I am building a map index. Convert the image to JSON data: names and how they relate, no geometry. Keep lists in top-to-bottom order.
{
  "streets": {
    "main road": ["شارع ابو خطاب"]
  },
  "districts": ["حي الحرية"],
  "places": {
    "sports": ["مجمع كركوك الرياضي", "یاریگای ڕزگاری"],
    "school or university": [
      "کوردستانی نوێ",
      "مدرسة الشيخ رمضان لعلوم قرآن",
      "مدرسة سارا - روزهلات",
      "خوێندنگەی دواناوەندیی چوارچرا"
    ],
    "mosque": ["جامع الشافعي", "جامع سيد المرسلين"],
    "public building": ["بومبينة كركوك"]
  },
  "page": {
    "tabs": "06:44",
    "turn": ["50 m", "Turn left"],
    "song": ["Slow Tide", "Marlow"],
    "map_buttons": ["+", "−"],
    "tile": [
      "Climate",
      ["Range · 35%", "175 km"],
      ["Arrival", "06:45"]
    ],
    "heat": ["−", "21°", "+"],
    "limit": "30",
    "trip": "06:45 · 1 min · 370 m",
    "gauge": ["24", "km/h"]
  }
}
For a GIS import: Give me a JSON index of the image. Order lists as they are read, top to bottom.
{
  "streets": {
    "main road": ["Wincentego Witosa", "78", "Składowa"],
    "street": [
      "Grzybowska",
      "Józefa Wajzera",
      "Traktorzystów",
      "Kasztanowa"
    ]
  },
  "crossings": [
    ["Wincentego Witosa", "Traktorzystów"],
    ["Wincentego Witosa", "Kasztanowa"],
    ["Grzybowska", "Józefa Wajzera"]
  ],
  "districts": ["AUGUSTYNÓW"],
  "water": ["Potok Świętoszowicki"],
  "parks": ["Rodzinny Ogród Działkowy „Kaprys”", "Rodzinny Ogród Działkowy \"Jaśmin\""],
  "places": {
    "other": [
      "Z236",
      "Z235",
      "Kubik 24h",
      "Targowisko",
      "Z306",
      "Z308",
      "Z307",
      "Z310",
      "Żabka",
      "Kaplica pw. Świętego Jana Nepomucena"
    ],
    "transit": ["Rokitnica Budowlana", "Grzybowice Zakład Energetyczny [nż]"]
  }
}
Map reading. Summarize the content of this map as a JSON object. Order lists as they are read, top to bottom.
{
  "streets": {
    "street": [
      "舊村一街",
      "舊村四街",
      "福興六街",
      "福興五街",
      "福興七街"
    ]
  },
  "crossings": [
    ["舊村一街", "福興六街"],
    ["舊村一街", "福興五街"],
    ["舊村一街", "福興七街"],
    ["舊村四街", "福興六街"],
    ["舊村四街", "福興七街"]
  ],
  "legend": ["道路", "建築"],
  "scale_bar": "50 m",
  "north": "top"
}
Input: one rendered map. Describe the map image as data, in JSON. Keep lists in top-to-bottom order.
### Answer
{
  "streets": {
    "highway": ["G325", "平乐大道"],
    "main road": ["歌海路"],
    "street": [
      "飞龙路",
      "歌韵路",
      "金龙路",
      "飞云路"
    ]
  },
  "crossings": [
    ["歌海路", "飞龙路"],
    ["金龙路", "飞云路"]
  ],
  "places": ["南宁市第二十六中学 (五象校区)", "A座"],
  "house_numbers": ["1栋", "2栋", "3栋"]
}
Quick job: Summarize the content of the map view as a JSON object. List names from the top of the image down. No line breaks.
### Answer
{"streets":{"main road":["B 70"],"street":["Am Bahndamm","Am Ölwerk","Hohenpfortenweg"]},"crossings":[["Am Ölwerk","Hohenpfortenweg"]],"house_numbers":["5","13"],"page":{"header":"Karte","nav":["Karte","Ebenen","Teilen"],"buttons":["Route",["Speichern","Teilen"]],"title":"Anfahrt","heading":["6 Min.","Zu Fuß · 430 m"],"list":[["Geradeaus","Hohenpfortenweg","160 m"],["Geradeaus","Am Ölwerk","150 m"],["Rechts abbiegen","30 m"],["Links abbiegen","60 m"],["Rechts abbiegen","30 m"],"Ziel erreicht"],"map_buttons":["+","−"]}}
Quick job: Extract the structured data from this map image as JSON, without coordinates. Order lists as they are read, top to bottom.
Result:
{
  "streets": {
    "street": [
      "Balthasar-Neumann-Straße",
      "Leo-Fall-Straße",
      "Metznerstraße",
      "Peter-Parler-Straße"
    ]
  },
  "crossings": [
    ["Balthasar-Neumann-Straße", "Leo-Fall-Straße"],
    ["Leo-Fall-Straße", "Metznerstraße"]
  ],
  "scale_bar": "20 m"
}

> WORK INSTRUCTION
Your response should consist of the records, printed exactly.

> WRITTEN SOLUTION
I am building a map index. Convert the image to JSON data: names and how they relate, no geometry. Keep lists in top-to-bottom order.
{
  "streets": {
    "main road": ["شارع ابو خطاب"]
  },
  "districts": ["حي الحرية"],
  "places": {
    "sports": ["مجمع كركوك الرياضي", "یاریگای ڕزگاری"],
    "school or university": [
      "کوردستانی نوێ",
      "مدرسة الشيخ رمضان لعلوم قرآن",
      "مدرسة سارا - روزهلات",
      "خوێندنگەی دواناوەندیی چوارچرا"
    ],
    "mosque": ["جامع الشافعي", "جامع سيد المرسلين"],
    "public building": ["بومبينة كركوك"]
  },
  "page": {
    "tabs": "06:44",
    "turn": ["50 m", "Turn left"],
    "song": ["Slow Tide", "Marlow"],
    "map_buttons": ["+", "−"],
    "tile": [
      "Climate",
      ["Range · 35%", "175 km"],
      ["Arrival", "06:45"]
    ],
    "heat": ["−", "21°", "+"],
    "limit": "30",
    "trip": "06:45 · 1 min · 370 m",
    "gauge": ["24", "km/h"]
  }
}
For a GIS import: Give me a JSON index of the image. Order lists as they are read, top to bottom.
{
  "streets": {
    "main road": ["Wincentego Witosa", "78", "Składowa"],
    "street": [
      "Grzybowska",
      "Józefa Wajzera",
      "Traktorzystów",
      "Kasztanowa"
    ]
  },
  "crossings": [
    ["Wincentego Witosa", "Traktorzystów"],
    ["Wincentego Witosa", "Kasztanowa"],
    ["Grzybowska", "Józefa Wajzera"]
  ],
  "districts": ["AUGUSTYNÓW"],
  "water": ["Potok Świętoszowicki"],
  "parks": ["Rodzinny Ogród Działkowy „Kaprys”", "Rodzinny Ogród Działkowy \"Jaśmin\""],
  "places": {
    "other": [
      "Z236",
      "Z235",
      "Kubik 24h",
      "Targowisko",
      "Z306",
      "Z308",
      "Z307",
      "Z310",
      "Żabka",
      "Kaplica pw. Świętego Jana Nepomucena"
    ],
    "transit": ["Rokitnica Budowlana", "Grzybowice Zakład Energetyczny [nż]"]
  }
}
Map reading. Summarize the content of this map as a JSON object. Order lists as they are read, top to bottom.
{
  "streets": {
    "street": [
      "舊村一街",
      "舊村四街",
      "福興六街",
      "福興五街",
      "福興七街"
    ]
  },
  "crossings": [
    ["舊村一街", "福興六街"],
    ["舊村一街", "福興五街"],
    ["舊村一街", "福興七街"],
    ["舊村四街", "福興六街"],
    ["舊村四街", "福興七街"]
  ],
  "legend": ["道路", "建築"],
  "scale_bar": "50 m",
  "north": "top"
}
Input: one rendered map. Describe the map image as data, in JSON. Keep lists in top-to-bottom order.
### Answer
{
  "streets": {
    "highway": ["G325", "平乐大道"],
    "main road": ["歌海路"],
    "street": [
      "飞龙路",
      "歌韵路",
      "金龙路",
      "飞云路"
    ]
  },
  "crossings": [
    ["歌海路", "飞龙路"],
    ["金龙路", "飞云路"]
  ],
  "places": ["南宁市第二十六中学 (五象校区)", "A座"],
  "house_numbers": ["1栋", "2栋", "3栋"]
}
Quick job: Summarize the content of the map view as a JSON object. List names from the top of the image down. No line breaks.
### Answer
{"streets":{"main road":["B 70"],"street":["Am Bahndamm","Am Ölwerk","Hohenpfortenweg"]},"crossings":[["Am Ölwerk","Hohenpfortenweg"]],"house_numbers":["5","13"],"page":{"header":"Karte","nav":["Karte","Ebenen","Teilen"],"buttons":["Route",["Speichern","Teilen"]],"title":"Anfahrt","heading":["6 Min.","Zu Fuß · 430 m"],"list":[["Geradeaus","Hohenpfortenweg","160 m"],["Geradeaus","Am Ölwerk","150 m"],["Rechts abbiegen","30 m"],["Links abbiegen","60 m"],["Rechts abbiegen","30 m"],"Ziel erreicht"],"map_buttons":["+","−"]}}
Quick job: Extract the structured data from this map image as JSON, without coordinates. Order lists as they are read, top to bottom.
Result:
{
  "streets": {
    "street": [
      "Balthasar-Neumann-Straße",
      "Leo-Fall-Straße",
      "Metznerstraße",
      "Peter-Parler-Straße"
    ]
  },
  "crossings": [
    ["Balthasar-Neumann-Straße", "Leo-Fall-Straße"],
    ["Leo-Fall-Straße", "Metznerstraße"]
  ],
  "scale_bar": "20 m"
}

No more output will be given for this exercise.